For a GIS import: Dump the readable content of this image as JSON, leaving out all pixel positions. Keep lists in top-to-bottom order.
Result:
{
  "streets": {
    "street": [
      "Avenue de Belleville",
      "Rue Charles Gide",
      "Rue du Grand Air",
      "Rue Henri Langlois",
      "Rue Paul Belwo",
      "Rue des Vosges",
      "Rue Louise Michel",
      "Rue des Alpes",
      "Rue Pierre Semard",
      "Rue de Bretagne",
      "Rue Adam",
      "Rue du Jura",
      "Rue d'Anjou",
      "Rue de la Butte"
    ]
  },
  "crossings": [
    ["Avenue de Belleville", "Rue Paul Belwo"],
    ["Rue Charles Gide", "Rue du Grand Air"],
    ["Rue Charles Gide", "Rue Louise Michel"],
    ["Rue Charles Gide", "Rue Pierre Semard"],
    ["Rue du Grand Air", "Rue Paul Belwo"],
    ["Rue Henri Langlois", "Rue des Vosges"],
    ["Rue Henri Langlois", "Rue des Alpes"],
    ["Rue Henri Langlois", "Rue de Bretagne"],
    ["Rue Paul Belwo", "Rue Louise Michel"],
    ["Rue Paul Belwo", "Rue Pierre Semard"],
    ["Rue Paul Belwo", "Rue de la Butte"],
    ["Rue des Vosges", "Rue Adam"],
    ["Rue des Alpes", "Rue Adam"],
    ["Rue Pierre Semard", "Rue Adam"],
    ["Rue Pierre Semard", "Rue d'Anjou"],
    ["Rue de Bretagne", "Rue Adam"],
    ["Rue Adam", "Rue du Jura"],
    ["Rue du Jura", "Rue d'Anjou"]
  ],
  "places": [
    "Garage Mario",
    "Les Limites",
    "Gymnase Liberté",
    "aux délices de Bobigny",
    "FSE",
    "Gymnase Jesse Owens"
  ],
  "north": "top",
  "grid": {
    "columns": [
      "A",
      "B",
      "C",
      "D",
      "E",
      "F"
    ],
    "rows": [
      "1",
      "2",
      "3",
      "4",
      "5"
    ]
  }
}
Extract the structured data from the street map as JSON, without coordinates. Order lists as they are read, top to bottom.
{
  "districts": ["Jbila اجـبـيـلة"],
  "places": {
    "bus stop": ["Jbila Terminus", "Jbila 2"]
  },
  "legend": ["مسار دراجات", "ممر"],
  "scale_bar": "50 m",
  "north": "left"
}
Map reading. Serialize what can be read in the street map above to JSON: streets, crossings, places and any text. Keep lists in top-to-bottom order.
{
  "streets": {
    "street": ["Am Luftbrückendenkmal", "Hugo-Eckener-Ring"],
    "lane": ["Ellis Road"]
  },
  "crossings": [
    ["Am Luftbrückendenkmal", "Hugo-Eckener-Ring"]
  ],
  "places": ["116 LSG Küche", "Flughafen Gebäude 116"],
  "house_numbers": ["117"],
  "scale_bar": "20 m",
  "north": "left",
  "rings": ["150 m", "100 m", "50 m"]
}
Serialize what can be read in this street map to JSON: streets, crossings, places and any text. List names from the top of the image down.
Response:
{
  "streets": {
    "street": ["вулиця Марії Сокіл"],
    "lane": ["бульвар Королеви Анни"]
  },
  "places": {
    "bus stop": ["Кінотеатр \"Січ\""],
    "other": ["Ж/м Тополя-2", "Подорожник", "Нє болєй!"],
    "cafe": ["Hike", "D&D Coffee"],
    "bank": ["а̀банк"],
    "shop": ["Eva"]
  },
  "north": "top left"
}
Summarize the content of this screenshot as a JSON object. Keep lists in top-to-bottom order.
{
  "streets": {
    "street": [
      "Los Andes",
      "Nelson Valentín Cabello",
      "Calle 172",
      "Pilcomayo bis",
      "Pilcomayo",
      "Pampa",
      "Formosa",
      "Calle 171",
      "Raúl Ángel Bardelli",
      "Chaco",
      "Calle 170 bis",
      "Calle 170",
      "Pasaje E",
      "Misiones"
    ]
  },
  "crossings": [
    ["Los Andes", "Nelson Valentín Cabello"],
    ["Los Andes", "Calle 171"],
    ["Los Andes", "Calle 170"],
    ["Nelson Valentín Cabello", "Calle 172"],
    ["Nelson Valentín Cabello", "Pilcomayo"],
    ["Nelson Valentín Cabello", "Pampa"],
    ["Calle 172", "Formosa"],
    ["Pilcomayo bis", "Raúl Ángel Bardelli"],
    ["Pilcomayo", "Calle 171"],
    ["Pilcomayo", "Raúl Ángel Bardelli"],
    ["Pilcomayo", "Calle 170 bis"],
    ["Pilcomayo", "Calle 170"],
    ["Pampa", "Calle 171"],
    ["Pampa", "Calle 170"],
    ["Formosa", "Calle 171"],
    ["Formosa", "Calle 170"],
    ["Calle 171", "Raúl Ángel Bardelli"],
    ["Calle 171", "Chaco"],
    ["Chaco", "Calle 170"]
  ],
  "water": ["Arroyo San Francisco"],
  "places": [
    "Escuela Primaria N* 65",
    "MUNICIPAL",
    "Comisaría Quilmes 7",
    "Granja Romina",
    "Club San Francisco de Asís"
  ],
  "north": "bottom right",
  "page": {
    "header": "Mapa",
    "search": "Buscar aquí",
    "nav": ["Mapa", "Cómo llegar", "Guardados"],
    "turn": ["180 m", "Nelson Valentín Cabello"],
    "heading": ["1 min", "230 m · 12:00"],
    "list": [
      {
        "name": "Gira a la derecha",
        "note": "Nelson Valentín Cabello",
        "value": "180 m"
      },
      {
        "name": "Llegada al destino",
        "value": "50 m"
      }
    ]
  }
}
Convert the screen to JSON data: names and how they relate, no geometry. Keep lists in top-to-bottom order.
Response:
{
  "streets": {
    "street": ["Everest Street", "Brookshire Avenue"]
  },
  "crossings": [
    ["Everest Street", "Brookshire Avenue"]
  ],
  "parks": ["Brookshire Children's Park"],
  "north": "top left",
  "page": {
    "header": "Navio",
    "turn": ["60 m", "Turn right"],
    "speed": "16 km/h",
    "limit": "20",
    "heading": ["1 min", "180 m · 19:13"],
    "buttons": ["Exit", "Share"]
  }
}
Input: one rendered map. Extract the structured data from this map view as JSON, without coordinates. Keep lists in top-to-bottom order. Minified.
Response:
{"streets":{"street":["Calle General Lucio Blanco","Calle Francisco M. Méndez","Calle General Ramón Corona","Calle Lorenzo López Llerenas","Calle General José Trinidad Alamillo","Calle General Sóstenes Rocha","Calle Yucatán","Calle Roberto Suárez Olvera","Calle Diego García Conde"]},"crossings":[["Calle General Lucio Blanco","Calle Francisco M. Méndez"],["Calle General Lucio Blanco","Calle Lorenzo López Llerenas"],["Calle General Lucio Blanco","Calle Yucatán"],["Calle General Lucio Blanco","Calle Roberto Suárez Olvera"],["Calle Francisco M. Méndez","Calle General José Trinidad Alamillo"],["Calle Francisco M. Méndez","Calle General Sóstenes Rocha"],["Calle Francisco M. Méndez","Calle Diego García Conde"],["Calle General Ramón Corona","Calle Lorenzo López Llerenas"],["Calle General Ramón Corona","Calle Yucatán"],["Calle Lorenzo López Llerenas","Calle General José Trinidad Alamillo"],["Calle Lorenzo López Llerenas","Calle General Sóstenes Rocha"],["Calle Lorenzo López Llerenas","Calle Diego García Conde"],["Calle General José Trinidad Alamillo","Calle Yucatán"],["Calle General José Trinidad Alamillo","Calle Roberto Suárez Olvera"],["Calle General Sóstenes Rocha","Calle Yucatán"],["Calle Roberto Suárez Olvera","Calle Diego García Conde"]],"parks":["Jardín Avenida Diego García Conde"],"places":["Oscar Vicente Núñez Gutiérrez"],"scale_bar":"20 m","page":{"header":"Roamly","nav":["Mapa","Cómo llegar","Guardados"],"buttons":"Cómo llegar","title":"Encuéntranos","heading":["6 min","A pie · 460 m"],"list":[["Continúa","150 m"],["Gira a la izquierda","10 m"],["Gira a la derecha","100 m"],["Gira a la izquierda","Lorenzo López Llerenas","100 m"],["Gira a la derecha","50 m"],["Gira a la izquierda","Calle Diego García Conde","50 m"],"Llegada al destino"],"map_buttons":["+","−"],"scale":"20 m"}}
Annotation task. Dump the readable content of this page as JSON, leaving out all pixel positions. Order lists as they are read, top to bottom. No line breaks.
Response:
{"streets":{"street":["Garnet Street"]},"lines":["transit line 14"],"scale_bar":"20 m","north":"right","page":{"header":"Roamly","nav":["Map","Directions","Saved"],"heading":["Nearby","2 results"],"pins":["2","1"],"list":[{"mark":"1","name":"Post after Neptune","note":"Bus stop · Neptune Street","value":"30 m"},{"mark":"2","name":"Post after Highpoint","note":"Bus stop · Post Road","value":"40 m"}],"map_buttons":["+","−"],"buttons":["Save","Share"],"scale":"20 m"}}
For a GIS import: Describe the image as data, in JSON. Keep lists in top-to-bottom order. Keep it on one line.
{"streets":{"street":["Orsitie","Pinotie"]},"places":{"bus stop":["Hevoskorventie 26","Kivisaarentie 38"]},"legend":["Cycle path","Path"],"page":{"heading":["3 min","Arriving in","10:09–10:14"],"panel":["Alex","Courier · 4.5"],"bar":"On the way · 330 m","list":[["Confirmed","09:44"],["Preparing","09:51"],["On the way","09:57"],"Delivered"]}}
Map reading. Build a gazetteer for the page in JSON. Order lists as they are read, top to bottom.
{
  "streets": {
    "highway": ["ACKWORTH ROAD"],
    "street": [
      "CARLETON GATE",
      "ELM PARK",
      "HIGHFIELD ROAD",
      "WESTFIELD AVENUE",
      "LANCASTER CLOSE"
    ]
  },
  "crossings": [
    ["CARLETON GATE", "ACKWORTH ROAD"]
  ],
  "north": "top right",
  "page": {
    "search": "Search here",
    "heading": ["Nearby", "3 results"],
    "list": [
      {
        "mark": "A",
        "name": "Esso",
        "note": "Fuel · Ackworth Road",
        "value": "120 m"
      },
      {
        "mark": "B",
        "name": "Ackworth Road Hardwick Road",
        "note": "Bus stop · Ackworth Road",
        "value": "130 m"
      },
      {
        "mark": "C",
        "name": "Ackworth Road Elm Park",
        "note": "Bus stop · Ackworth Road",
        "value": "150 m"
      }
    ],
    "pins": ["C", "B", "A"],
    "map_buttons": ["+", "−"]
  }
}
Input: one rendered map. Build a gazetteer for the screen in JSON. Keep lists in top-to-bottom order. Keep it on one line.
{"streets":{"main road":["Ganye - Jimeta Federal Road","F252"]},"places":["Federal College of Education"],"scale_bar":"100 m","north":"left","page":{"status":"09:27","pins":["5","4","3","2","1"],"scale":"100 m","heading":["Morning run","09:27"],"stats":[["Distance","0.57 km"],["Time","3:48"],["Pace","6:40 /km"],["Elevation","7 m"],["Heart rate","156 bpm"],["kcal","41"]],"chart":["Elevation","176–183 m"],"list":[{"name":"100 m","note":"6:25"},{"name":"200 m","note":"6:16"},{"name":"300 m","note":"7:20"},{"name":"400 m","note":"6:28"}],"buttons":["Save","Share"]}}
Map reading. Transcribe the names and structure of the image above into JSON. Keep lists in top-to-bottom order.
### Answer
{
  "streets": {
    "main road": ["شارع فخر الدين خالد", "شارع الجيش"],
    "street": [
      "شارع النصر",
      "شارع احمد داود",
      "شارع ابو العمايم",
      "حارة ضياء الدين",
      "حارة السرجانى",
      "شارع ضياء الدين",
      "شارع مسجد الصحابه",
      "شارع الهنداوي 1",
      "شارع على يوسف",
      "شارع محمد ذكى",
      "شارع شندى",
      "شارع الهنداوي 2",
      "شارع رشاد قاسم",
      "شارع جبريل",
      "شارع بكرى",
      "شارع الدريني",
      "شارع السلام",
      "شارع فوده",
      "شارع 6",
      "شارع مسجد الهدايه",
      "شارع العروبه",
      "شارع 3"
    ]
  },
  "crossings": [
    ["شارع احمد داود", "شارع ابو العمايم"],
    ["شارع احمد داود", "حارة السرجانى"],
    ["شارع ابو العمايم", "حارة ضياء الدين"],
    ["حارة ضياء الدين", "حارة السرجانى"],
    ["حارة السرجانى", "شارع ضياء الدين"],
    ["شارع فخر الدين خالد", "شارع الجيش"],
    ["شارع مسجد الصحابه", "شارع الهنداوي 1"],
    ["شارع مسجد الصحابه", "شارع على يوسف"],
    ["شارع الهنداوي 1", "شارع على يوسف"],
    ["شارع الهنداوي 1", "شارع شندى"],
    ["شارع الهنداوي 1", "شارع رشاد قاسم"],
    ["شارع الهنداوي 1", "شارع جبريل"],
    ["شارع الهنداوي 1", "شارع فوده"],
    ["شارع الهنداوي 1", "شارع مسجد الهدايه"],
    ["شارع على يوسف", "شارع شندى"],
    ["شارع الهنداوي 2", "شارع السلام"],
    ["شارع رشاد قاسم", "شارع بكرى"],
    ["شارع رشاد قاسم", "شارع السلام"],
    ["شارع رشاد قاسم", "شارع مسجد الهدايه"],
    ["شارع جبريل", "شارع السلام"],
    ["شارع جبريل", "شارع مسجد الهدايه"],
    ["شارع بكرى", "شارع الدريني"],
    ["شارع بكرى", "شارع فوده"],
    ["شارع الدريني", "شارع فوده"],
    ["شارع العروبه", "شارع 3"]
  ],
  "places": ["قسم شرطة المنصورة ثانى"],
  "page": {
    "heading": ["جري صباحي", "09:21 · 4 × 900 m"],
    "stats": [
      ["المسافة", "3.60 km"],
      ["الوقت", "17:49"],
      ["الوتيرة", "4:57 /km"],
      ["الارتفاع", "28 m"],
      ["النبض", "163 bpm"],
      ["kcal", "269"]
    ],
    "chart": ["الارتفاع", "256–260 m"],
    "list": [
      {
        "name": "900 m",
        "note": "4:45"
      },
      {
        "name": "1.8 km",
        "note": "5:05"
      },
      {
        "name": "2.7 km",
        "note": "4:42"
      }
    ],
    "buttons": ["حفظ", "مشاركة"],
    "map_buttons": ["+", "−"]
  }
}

★ ★ ★ ★

> **Your instructions**
All lines above in which the word "Build" occurs should be identified and copied.

> **Task solution**
Map reading. Build a gazetteer for the page in JSON. Order lists as they are read, top to bottom.
Input: one rendered map. Build a gazetteer for the screen in JSON. Keep lists in top-to-bottom order. Keep it on one line.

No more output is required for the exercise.